El lujo de desaparecer

En contrasentido a lo que se piensa es el ideal del éxito, el actor Paul Mescal ha decidido bajarle el ritmo al trabajo y sin querer ha creado una nueva tendencia.

Texto: Andrei Vásquez

Hay algo incómodo y, por lo mismo, atractivo en un actor que decide no exprimir su momento. En una industria que premia la presencia constante, la visibilidad casi obsesiva y la lógica de “aprovecha ahora o desaparece”, la idea de parar suena a un error estratégico o a una debilidad.

Desde “Normal People” hasta “Gladiador” y “Hamnet”, pasando por “Aftersun”, la carrera de Mescal (que buen apellido) ha sido una anomalía silenciosa, con actuaciones contenidas, entrevistas medidas y una presencia pública que nunca termina de entregarse del todo. Y ahora, ante la posibilidad de una pausa hasta 2028, lo que se abre no es un vacío, sino una pregunta: ¿qué significa retirarse cuando todo va bien?

El mandato de no detenerse

Hollywood, como casi cualquier industria creativa, funciona con una ansiedad estructural: hay que estar, hay que producir, hay que mantenerse visible. El talento importa pero la permanencia en la conversación importa más. En ese contexto, parar es sospechoso. No solo porque implica dejar dinero sobre la mesa, sino porque rompe con una narrativa muy arraigada, especialmente entre los hombres, la de avanzar siempre y no desaprovechar el momento.

Lo interesante de Mescal no es solo lo que hace en pantalla, sino lo que evita fuera de ella. No construye una figura omnipresente, ni parece interesado en convertirse en marca. No juega a ser el hombre que “toma todo lo que puede”.

En entrevistas con medios como The Guardian y GQ, ha sido consistente en algo que no suena espectacular, pero sí raro: habla de límites. De no perderse y no convertir el trabajo en una forma de desaparecer de sí mismo.

Ese gesto mínimo, casi invisible, rompe con una idea que el cine ayudó a instalar durante décadas, la del hombre que se define por su capacidad de sostenerlo todo. Mescal, en cambio, parece operar con otra lógica, la de que no todo lo que se puede hacer, se debe hacer.
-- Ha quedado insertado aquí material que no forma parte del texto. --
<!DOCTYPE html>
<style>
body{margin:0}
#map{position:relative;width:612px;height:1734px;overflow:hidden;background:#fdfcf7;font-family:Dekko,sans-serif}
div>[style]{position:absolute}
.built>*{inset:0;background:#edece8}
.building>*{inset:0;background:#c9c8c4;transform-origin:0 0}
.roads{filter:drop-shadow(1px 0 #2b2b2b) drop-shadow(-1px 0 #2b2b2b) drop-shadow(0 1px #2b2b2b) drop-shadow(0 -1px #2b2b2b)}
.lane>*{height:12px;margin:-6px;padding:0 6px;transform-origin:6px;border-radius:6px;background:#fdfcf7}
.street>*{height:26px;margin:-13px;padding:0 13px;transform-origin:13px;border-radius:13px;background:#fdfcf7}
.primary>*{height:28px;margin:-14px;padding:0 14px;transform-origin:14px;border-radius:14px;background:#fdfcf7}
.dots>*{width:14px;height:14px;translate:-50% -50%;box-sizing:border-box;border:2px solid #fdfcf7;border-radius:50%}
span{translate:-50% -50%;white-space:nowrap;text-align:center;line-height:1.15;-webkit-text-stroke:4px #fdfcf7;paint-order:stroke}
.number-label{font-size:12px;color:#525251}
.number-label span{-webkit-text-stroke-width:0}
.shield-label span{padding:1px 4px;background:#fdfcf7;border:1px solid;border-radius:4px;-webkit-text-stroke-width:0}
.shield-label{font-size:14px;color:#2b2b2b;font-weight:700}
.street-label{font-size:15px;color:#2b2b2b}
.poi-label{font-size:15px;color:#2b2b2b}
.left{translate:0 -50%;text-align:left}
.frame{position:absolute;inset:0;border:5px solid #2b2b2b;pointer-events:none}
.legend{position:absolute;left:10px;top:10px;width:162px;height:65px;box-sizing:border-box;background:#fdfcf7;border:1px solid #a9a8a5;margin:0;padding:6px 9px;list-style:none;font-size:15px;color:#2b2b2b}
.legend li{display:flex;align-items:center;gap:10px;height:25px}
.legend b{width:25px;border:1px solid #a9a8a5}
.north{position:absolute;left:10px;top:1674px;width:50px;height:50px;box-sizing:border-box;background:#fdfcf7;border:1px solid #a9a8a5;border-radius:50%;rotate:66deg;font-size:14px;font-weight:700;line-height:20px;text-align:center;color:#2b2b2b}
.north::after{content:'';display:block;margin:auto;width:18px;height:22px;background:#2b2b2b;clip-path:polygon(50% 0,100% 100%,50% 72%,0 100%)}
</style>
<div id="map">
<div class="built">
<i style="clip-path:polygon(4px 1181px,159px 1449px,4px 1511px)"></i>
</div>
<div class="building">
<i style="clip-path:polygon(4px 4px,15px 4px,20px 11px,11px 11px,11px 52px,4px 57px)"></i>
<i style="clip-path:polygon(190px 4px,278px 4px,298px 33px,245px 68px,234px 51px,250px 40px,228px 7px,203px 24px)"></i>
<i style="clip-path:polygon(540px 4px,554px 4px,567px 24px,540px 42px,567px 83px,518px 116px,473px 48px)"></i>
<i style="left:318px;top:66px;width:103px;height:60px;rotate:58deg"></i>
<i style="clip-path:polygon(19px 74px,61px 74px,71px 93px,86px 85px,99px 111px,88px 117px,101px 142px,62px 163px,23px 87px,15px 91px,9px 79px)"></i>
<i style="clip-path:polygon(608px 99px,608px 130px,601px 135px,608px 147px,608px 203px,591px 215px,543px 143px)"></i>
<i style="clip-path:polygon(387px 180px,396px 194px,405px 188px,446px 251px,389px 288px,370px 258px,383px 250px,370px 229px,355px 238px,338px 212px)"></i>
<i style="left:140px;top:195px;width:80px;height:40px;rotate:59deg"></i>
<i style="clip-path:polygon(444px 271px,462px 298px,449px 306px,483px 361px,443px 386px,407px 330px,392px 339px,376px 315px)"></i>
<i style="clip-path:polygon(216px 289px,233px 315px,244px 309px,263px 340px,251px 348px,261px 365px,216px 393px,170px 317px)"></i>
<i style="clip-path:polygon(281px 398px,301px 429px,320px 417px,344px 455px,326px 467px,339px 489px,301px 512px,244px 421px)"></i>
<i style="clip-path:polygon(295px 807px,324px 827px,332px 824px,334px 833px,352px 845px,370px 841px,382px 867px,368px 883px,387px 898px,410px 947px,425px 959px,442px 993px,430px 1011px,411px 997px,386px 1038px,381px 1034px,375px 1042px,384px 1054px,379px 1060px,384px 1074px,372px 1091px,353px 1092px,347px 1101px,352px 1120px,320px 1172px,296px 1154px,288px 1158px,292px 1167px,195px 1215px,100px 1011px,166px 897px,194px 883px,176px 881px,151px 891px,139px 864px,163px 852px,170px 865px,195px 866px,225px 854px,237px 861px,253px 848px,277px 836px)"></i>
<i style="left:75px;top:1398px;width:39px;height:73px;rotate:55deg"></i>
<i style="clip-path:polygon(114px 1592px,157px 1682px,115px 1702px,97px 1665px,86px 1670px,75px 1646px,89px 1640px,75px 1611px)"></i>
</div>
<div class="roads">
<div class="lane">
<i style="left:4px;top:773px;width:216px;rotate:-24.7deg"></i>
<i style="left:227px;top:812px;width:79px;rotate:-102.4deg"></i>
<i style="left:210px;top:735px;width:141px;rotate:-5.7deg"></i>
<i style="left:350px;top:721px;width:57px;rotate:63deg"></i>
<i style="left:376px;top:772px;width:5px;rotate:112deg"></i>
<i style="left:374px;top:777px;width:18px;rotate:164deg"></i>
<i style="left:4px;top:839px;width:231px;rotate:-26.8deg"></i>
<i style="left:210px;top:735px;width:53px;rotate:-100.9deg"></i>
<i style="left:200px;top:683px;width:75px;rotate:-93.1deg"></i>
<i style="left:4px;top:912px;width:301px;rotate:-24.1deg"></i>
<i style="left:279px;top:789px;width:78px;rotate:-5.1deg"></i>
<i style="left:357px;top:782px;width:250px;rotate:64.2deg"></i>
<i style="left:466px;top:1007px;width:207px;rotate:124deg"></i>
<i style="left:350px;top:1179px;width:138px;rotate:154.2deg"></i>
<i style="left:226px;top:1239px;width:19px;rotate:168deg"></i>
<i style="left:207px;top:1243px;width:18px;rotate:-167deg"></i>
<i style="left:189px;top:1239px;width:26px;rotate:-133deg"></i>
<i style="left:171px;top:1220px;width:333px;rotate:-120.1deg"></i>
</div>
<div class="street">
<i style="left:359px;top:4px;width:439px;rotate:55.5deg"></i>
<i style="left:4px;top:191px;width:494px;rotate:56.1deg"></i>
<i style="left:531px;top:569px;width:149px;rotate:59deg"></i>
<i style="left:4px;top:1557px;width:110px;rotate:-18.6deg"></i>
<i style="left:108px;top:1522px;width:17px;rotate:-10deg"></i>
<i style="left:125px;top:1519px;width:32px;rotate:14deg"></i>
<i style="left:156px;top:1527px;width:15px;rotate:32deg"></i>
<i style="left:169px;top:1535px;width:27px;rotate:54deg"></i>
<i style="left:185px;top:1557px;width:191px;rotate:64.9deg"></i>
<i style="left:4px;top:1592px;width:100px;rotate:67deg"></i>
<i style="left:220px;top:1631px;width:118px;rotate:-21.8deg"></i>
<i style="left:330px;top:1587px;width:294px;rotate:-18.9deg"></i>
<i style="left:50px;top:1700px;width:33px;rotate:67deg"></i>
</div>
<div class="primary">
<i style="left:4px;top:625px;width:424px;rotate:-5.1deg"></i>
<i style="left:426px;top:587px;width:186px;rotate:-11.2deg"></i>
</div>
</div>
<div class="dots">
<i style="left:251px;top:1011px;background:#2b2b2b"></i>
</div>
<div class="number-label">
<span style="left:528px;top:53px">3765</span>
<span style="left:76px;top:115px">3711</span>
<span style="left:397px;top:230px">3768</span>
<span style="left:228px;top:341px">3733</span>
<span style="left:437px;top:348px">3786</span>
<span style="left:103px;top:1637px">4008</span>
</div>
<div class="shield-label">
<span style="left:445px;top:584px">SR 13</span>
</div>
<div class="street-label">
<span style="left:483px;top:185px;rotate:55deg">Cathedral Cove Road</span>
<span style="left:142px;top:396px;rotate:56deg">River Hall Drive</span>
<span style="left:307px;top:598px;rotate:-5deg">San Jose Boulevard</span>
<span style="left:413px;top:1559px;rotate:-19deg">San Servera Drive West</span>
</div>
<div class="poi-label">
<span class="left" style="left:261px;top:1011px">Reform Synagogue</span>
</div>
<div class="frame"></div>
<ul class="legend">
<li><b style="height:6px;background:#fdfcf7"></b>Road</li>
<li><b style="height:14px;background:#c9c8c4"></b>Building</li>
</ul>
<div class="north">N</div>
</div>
El atractivo de la contención

Durante años, el cine vendió la intensidad masculina a través del exceso, con exaltaciones a la violencia, la ambición y el dominio. Hoy el hombre no necesita demostrar todo el tiempo. En ese sentido, desaparecer —aunque sea temporalmente— no es un acto de retirada. Es una forma de sostener esa tensión porque el deseo, dentro y fuera de la pantalla, necesita espacio.
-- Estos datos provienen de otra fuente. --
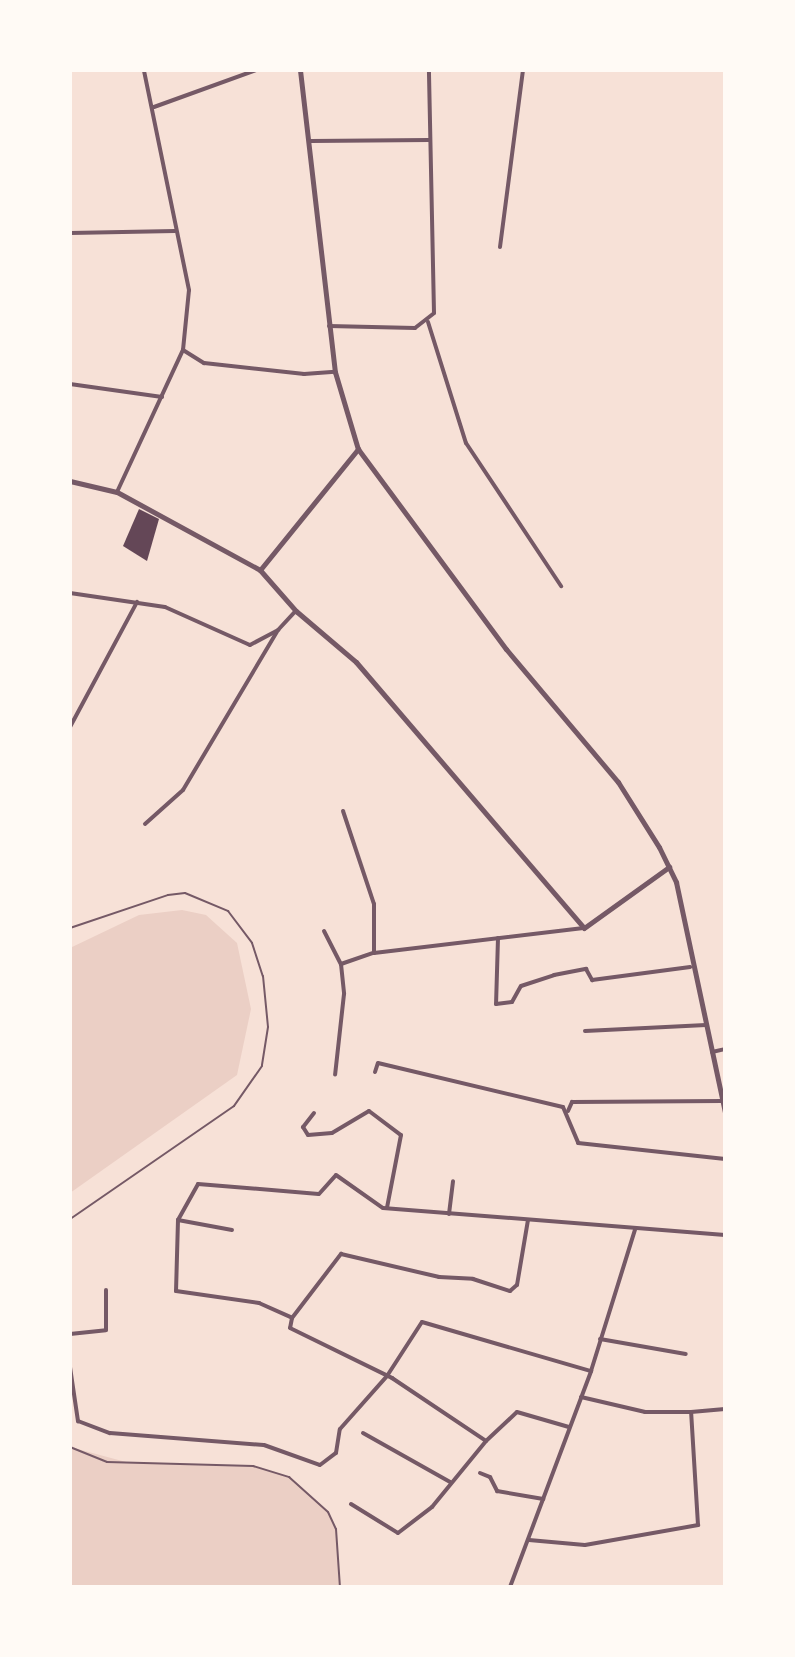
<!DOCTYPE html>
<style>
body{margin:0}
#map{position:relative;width:795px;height:1657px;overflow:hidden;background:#f7e1d7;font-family:Signika,sans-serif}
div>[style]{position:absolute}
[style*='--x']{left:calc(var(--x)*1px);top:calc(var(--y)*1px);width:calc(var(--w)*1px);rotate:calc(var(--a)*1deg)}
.green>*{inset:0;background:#ebcfc5}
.building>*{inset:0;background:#644757}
.service>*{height:2px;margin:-1px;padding:0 1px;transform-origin:1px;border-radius:1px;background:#755966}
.minor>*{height:4px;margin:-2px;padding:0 2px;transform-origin:2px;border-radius:2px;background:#755966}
.tertiary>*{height:5px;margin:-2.5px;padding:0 2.5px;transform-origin:2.5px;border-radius:2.5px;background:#755966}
span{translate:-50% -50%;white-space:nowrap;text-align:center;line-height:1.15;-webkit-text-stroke:6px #fffaf5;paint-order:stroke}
.frame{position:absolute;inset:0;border:72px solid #fffaf5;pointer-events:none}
</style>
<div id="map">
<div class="green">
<i style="clip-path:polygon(182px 910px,206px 915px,237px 943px,251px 1009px,237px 1075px,70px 1193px,70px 948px,139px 915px)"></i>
<i style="clip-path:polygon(70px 1447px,126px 1462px,253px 1466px,289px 1477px,328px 1512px,336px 1529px,340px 1587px,70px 1587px)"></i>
</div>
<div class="building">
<i style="clip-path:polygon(139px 509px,159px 519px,147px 561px,123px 546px)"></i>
</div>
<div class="service">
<i style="--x:70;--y:928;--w:103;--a:-18.6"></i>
<i style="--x:168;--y:895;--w:17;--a:-7"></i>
<i style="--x:185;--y:893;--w:47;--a:22.7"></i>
<i style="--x:228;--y:911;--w:40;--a:53"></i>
<i style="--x:252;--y:943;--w:35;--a:72"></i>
<i style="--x:263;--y:976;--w:51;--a:84.4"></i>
<i style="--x:268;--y:1027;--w:39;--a:99"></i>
<i style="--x:262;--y:1066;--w:49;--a:125"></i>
<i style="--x:234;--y:1106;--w:199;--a:145.4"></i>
<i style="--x:70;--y:1447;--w:40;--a:22"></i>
<i style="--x:107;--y:1462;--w:146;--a:1.6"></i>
<i style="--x:253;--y:1466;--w:38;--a:17"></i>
<i style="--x:289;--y:1477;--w:52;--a:41.9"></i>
<i style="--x:328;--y:1512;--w:19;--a:65"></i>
<i style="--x:336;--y:1529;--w:58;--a:86.1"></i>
</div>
<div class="minor">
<i style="--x:154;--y:107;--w:109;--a:-19.9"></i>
<i style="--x:311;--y:141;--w:118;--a:-0.5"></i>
<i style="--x:70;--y:233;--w:105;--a:-1.1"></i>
<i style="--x:500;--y:247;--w:178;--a:-82.6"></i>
<i style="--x:428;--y:322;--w:127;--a:72.6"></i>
<i style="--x:466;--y:443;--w:172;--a:56.4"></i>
<i style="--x:329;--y:326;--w:86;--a:1.3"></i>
<i style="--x:415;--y:328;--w:24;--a:-38"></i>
<i style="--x:434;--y:313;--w:243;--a:-91.2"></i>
<i style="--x:183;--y:350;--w:25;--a:32"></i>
<i style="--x:204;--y:363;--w:101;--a:6.3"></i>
<i style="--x:304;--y:374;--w:31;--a:-4"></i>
<i style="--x:70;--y:384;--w:93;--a:8"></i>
<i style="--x:117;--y:492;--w:157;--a:-65.1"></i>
<i style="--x:183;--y:350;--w:60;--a:-84.3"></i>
<i style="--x:189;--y:290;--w:225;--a:-101.6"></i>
<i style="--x:70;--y:593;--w:96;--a:8.4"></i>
<i style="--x:165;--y:607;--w:93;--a:24.1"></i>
<i style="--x:250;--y:645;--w:32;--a:-28"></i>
<i style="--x:278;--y:630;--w:26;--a:-47"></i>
<i style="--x:70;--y:727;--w:142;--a:-61.8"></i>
<i style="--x:343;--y:811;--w:98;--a:71.6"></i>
<i style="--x:374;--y:904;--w:49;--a:90"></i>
<i style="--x:374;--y:953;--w:211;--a:-6.8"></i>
<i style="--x:145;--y:824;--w:51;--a:-41.8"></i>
<i style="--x:183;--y:790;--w:184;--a:-59.3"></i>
<i style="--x:324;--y:931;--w:37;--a:63"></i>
<i style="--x:341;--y:964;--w:30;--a:84"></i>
<i style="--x:344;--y:994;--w:81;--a:96.3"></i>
<i style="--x:498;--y:938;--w:66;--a:91.7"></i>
<i style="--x:496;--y:1004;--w:16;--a:-7"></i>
<i style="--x:512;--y:1002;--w:18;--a:-61"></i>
<i style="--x:521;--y:986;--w:35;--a:-18"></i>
<i style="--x:554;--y:975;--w:33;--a:-11"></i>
<i style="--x:586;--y:969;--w:13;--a:61"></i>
<i style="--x:592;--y:980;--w:99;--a:-7.6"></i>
<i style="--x:341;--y:964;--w:34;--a:-19"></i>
<i style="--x:585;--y:1031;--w:121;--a:-2.8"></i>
<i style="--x:712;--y:1052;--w:13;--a:-13"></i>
<i style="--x:375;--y:1072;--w:9;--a:-72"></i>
<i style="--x:378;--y:1063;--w:190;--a:13.4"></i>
<i style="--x:563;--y:1107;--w:39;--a:67"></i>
<i style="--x:578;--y:1143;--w:148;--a:6.2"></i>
<i style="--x:568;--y:1111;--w:10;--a:-66"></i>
<i style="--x:572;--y:1102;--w:150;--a:-0.4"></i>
<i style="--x:314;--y:1113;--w:18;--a:128"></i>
<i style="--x:303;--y:1127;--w:9;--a:58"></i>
<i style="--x:308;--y:1135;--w:24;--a:-5"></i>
<i style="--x:332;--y:1133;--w:43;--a:-30.7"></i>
<i style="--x:369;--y:1111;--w:40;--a:37"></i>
<i style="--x:401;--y:1135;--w:74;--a:100.9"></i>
<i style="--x:449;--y:1214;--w:33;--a:-83"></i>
<i style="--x:178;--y:1220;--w:41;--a:-60.9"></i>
<i style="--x:198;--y:1184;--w:121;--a:4.7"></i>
<i style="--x:319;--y:1194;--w:25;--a:-48"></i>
<i style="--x:336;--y:1175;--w:57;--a:35.1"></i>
<i style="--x:383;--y:1208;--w:343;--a:4.5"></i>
<i style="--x:232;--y:1230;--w:55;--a:-169.5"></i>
<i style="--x:178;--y:1220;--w:71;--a:91.6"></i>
<i style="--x:176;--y:1291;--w:84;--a:8.2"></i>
<i style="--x:259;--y:1303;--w:36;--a:24"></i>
<i style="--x:292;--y:1318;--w:10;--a:101"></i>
<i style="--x:290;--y:1328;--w:114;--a:26.1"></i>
<i style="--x:392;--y:1378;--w:113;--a:33.8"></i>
<i style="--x:292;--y:1318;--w:81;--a:-52.6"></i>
<i style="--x:341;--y:1254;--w:101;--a:13.2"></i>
<i style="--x:439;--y:1277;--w:34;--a:3"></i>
<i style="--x:473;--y:1279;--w:39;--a:18"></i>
<i style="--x:510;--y:1291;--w:9;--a:-41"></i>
<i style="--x:517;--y:1285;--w:66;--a:-80.4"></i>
<i style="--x:70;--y:1334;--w:36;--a:-6"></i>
<i style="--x:106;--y:1330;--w:40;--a:-90"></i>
<i style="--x:600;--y:1339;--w:87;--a:9.9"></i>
<i style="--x:70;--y:1367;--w:55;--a:81.6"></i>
<i style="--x:78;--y:1421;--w:34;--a:21"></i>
<i style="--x:110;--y:1433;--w:154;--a:4.5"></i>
<i style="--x:264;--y:1445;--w:59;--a:19.7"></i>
<i style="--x:320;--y:1465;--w:20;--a:-37"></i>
<i style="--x:336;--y:1453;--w:24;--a:-81"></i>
<i style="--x:340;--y:1429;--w:71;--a:-48.4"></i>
<i style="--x:387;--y:1376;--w:64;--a:-57.1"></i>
<i style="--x:422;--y:1322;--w:176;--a:16.2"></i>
<i style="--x:581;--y:1397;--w:66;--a:13.2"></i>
<i style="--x:645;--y:1412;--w:46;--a:0"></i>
<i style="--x:363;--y:1433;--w:100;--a:29.4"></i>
<i style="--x:480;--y:1473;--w:11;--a:22"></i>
<i style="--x:490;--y:1477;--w:16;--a:63"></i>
<i style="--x:497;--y:1491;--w:47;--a:9.9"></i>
<i style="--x:351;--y:1504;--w:55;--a:31.7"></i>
<i style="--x:398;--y:1533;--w:43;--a:-37.4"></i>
<i style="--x:432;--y:1507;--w:85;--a:-50.7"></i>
<i style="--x:486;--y:1441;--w:42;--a:-43.1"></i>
<i style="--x:517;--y:1412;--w:54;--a:16.1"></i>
<i style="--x:529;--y:1540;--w:56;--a:5.1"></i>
<i style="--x:585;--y:1545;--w:115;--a:-10"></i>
<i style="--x:698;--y:1525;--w:113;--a:-93.5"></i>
<i style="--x:691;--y:1412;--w:34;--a:-5"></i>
<i style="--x:510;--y:1587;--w:231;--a:-69.4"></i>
<i style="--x:591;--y:1371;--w:148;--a:-72.7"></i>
</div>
<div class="tertiary">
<i style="--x:300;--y:70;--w:304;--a:83.4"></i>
<i style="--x:335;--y:372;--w:80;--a:73.4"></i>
<i style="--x:358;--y:449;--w:249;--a:53.5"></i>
<i style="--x:506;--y:649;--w:174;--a:49.9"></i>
<i style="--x:618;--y:782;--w:77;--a:57.8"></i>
<i style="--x:659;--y:847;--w:39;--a:64"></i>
<i style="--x:676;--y:882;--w:236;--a:78"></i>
<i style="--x:70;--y:481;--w:48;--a:13.2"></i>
<i style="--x:117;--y:492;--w:163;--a:28.6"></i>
<i style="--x:260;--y:570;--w:156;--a:-51"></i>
<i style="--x:260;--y:570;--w:55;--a:48.7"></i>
<i style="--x:296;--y:611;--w:79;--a:40.4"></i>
<i style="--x:356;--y:662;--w:350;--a:49.4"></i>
<i style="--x:584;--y:928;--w:105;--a:-35.7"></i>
</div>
<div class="frame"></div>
</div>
En una cultura donde todo está al alcance, la disponibilidad total dejó de ser un valor. Lo raro ahora es lo que no está siempre ahí. Mescal, con su ritmo irregular, con sus silencios, con su aparente falta de prisa, encarna algo que empieza a sentirse como lujo: no estar disponible todo el tiempo. No responder a la lógica de saturación y no convertirse en contenido.

Hay una inteligencia en eso. No la inteligencia del cálculo frío, sino la del instinto que sabe cuándo algo empieza a perderse por exceso de exposición. En el imaginario clásico, el hombre que se detiene pierde. El que sigue, gana. Es una narrativa simple, efectiva y profundamente agotadora.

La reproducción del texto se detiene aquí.